▶ **TASK INSTRUCTIONS**
Starting at the top line and ending at the last, restate the records exactly.

╭──

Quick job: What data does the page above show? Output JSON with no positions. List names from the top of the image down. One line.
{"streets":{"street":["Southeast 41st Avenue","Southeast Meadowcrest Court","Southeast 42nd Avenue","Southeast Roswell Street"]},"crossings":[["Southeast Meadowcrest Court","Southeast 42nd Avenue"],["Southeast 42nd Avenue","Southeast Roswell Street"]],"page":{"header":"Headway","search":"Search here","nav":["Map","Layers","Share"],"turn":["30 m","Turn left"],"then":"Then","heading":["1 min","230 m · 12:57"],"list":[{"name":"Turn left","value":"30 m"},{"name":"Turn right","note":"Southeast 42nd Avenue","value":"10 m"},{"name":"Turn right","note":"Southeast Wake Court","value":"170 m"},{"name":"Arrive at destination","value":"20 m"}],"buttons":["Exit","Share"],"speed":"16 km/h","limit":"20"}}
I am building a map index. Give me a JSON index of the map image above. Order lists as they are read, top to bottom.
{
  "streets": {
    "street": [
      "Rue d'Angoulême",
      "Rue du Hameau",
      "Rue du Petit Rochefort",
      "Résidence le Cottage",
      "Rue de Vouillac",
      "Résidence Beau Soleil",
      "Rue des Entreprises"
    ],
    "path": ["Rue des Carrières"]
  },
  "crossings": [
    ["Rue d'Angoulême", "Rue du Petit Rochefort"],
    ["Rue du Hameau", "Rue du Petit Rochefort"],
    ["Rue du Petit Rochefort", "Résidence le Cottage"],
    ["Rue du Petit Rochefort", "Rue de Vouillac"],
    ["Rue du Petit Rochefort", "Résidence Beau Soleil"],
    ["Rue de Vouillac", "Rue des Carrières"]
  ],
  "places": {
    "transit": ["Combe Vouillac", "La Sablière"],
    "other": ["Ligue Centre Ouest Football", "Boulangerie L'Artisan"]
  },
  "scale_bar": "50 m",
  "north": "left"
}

╰──

▶ **RESPONSE AREA**
Quick job: What data does the page above show? Output JSON with no positions. List names from the top of the image down. One line.
{"streets":{"street":["Southeast 41st Avenue","Southeast Meadowcrest Court","Southeast 42nd Avenue","Southeast Roswell Street"]},"crossings":[["Southeast Meadowcrest Court","Southeast 42nd Avenue"],["Southeast 42nd Avenue","Southeast Roswell Street"]],"page":{"header":"Headway","search":"Search here","nav":["Map","Layers","Share"],"turn":["30 m","Turn left"],"then":"Then","heading":["1 min","230 m · 12:57"],"list":[{"name":"Turn left","value":"30 m"},{"name":"Turn right","note":"Southeast 42nd Avenue","value":"10 m"},{"name":"Turn right","note":"Southeast Wake Court","value":"170 m"},{"name":"Arrive at destination","value":"20 m"}],"buttons":["Exit","Share"],"speed":"16 km/h","limit":"20"}}
I am building a map index. Give me a JSON index of the map image above. Order lists as they are read, top to bottom.
{
  "streets": {
    "street": [
      "Rue d'Angoulême",
      "Rue du Hameau",
      "Rue du Petit Rochefort",
      "Résidence le Cottage",
      "Rue de Vouillac",
      "Résidence Beau Soleil",
      "Rue des Entreprises"
    ],
    "path": ["Rue des Carrières"]
  },
  "crossings": [
    ["Rue d'Angoulême", "Rue du Petit Rochefort"],
    ["Rue du Hameau", "Rue du Petit Rochefort"],
    ["Rue du Petit Rochefort", "Résidence le Cottage"],
    ["Rue du Petit Rochefort", "Rue de Vouillac"],
    ["Rue du Petit Rochefort", "Résidence Beau Soleil"],
    ["Rue de Vouillac", "Rue des Carrières"]
  ],
  "places": {
    "transit": ["Combe Vouillac", "La Sablière"],
    "other": ["Ligue Centre Ouest Football", "Boulangerie L'Artisan"]
  },
  "scale_bar": "50 m",
  "north": "left"
}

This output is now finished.